Task prompt
The lines to reproduce run from the one containing "Where are all" through the end of the records below. Reproduce them exactly and add nothing.

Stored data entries
- Opening Delimiter -

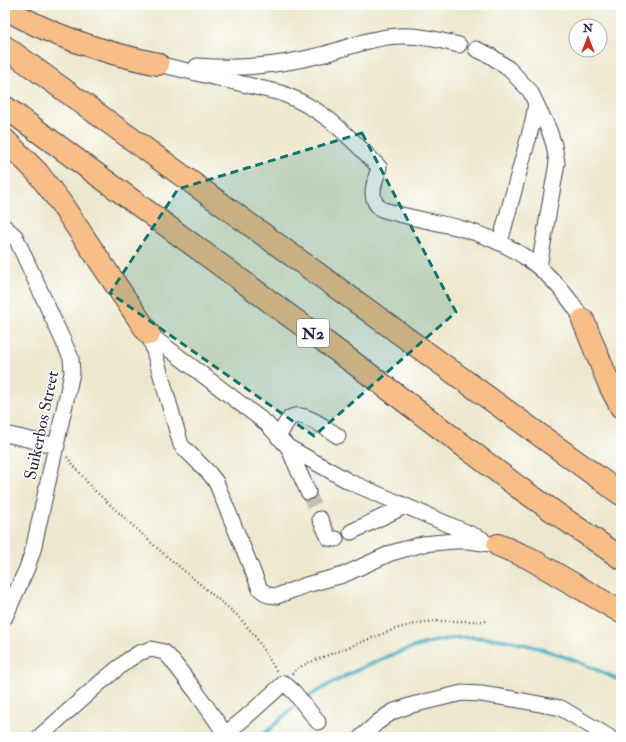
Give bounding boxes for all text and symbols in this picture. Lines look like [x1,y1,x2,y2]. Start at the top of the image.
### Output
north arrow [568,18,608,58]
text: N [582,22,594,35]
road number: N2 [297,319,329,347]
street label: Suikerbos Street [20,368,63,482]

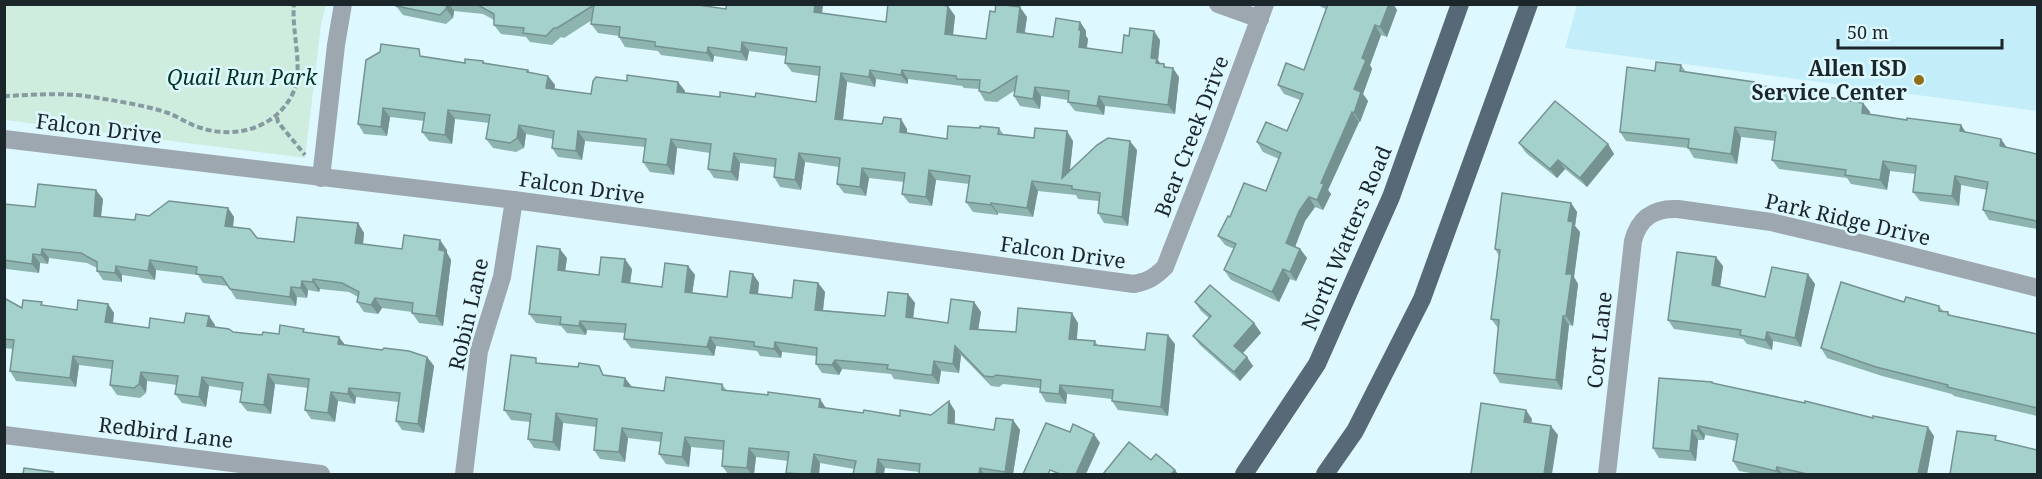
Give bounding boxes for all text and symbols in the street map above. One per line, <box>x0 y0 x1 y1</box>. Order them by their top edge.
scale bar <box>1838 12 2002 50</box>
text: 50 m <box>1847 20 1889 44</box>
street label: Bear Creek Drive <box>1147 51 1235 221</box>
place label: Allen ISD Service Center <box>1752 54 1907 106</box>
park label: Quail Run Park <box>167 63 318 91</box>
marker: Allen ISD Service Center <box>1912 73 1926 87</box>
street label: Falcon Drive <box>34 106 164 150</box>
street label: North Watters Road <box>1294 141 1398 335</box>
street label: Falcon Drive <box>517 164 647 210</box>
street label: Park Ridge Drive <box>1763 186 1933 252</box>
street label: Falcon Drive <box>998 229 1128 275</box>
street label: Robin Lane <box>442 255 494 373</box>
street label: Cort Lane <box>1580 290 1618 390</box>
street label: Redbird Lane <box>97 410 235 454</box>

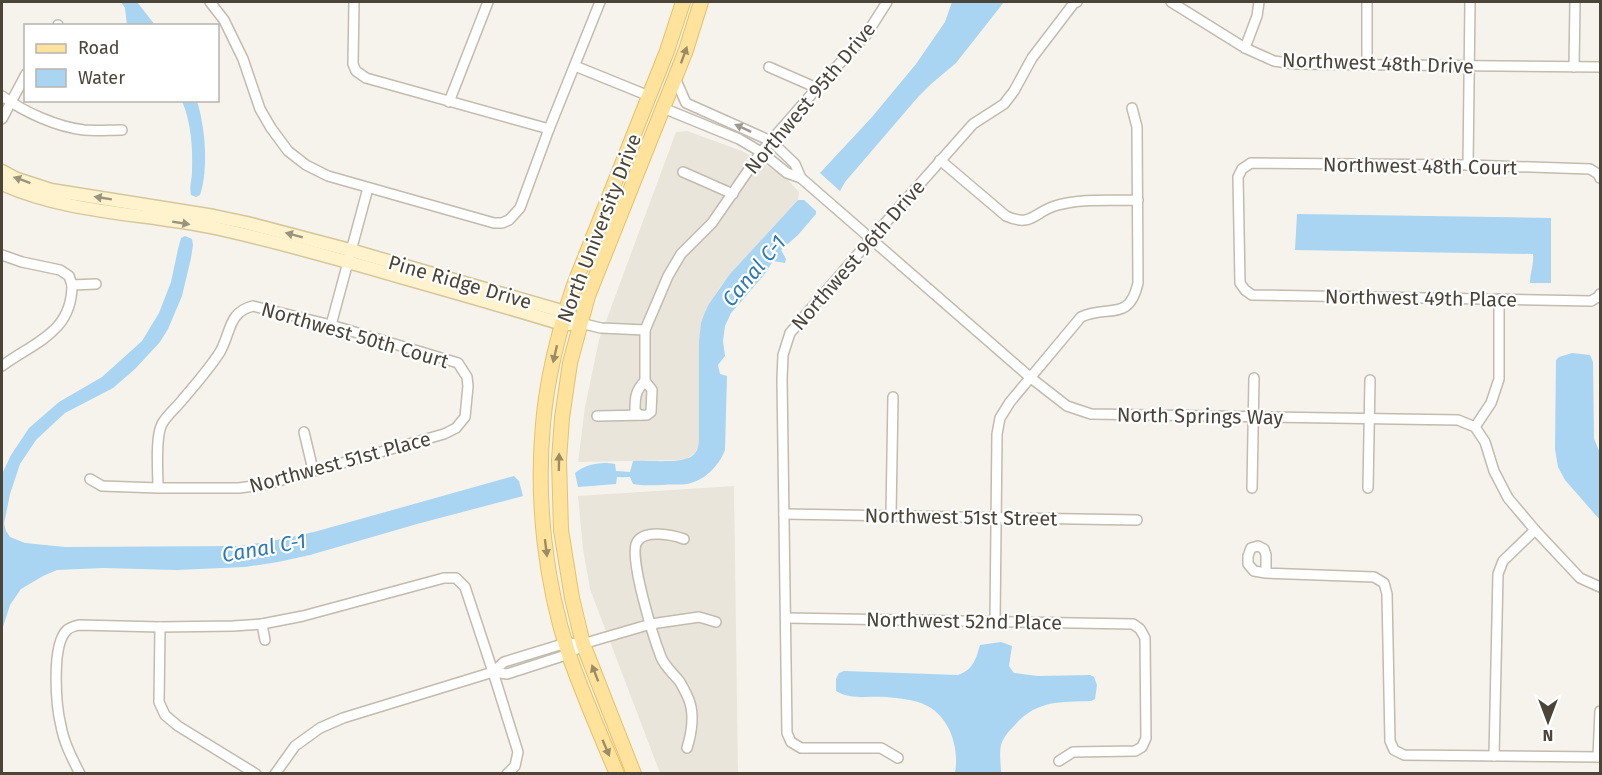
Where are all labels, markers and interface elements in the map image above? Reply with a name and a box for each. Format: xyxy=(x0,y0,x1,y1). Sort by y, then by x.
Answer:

- Closing Delimiter -

Finished exercise
Where are all labels, markers and interface elements in the map image above? Reply with a name and a box for each. Format: xyxy=(x0,y0,x1,y1). Sort by y, then by x.
Answer:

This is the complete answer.